Extracted material:

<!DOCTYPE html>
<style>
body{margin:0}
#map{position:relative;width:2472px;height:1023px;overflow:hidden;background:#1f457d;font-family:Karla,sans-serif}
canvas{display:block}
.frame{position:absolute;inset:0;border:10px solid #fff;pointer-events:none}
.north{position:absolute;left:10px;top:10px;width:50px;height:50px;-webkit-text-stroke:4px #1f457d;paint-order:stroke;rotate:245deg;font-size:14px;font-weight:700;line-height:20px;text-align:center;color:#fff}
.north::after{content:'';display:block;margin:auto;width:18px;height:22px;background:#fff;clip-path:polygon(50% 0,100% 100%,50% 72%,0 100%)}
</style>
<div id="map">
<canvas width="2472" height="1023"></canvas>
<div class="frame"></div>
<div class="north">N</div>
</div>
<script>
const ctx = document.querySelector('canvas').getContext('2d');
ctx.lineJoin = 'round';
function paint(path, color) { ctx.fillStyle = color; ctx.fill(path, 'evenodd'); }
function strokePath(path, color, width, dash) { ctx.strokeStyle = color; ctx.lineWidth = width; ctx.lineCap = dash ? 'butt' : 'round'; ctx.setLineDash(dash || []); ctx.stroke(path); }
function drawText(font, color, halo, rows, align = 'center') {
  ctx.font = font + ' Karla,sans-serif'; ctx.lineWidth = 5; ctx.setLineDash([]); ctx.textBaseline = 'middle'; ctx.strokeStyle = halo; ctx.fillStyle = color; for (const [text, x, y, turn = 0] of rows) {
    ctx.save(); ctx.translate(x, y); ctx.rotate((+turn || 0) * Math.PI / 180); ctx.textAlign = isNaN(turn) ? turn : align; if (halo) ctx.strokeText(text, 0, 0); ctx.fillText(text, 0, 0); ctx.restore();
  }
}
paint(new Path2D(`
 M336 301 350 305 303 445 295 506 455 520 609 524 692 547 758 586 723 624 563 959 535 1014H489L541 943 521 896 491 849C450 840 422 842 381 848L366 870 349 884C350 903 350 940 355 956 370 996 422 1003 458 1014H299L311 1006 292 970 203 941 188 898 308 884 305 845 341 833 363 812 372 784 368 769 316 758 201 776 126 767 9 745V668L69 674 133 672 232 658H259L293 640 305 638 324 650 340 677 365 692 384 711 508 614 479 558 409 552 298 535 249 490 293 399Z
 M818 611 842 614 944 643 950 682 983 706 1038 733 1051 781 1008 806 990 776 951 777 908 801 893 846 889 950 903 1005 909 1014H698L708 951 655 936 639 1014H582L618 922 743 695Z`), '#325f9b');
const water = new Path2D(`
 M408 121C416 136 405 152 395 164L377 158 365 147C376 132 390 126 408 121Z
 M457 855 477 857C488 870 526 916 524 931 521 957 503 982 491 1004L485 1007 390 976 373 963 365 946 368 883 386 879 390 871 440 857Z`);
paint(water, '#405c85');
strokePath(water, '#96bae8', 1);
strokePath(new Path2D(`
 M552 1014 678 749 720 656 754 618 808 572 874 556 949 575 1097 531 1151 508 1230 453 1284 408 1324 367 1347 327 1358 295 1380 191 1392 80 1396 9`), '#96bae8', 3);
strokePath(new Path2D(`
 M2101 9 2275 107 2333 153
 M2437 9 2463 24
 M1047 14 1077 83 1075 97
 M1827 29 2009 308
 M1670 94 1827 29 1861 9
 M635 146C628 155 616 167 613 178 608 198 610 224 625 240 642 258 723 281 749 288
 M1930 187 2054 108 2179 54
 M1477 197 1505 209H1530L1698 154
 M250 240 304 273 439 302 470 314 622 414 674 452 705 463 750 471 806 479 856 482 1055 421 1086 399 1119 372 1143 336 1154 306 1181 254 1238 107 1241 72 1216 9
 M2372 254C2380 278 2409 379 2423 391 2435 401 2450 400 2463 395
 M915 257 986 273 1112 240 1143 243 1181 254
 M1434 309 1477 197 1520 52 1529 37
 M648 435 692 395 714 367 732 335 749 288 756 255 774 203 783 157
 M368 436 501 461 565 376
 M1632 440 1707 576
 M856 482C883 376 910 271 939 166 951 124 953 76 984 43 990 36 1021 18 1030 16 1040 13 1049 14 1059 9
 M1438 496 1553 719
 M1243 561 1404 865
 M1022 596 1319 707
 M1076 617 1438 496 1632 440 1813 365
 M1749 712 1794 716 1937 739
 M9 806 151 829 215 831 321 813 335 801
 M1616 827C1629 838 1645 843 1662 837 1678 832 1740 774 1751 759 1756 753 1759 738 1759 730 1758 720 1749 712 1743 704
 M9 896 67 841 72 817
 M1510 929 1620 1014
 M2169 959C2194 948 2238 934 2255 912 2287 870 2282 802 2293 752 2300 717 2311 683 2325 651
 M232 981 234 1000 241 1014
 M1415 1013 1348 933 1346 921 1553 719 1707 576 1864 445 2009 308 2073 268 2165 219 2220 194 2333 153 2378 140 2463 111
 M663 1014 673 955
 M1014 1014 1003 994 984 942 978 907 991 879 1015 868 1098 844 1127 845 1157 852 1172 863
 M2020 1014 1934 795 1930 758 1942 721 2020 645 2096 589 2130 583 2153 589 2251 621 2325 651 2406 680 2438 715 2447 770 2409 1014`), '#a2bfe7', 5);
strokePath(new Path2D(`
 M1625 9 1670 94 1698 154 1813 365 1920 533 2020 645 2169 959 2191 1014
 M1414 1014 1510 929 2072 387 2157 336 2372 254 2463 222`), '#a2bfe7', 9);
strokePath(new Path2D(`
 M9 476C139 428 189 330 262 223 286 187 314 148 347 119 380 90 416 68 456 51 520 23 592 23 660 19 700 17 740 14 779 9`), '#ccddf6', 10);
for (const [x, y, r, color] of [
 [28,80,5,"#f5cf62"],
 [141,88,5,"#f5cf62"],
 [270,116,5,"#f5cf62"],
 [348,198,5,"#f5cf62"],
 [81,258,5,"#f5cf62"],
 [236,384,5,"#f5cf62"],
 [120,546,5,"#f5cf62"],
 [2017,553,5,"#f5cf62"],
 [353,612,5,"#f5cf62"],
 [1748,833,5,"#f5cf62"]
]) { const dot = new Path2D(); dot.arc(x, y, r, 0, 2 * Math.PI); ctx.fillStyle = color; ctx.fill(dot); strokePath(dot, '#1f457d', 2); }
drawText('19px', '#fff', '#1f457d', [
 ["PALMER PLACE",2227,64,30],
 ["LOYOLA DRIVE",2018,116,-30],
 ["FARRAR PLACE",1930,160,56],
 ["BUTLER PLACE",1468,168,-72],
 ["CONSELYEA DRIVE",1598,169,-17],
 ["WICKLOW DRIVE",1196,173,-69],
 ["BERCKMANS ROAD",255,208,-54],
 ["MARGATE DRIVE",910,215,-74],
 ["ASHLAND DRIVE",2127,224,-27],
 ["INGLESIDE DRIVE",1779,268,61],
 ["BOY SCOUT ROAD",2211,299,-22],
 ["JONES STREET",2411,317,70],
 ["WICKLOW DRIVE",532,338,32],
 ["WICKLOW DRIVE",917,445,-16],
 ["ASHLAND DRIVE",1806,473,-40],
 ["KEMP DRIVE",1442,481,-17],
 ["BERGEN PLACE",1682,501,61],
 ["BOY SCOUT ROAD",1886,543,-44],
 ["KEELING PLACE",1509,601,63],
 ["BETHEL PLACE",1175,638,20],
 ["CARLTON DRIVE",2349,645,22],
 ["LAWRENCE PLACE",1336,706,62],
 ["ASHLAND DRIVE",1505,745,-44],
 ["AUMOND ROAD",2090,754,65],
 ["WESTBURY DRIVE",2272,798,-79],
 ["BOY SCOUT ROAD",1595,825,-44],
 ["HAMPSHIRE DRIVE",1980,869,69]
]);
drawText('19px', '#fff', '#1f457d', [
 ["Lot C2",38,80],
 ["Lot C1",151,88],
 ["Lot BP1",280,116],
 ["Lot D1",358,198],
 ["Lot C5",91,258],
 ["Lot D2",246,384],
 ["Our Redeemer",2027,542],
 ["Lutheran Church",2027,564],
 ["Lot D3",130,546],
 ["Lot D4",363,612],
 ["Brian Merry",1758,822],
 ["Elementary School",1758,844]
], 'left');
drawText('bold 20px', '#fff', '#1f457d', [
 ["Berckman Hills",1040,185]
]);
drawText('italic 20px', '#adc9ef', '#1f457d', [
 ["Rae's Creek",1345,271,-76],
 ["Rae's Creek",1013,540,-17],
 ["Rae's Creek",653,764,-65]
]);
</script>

Exercise description:
Your answer must be a single number: the count of lines above that contain the string "lineWidth".

Task solution:
2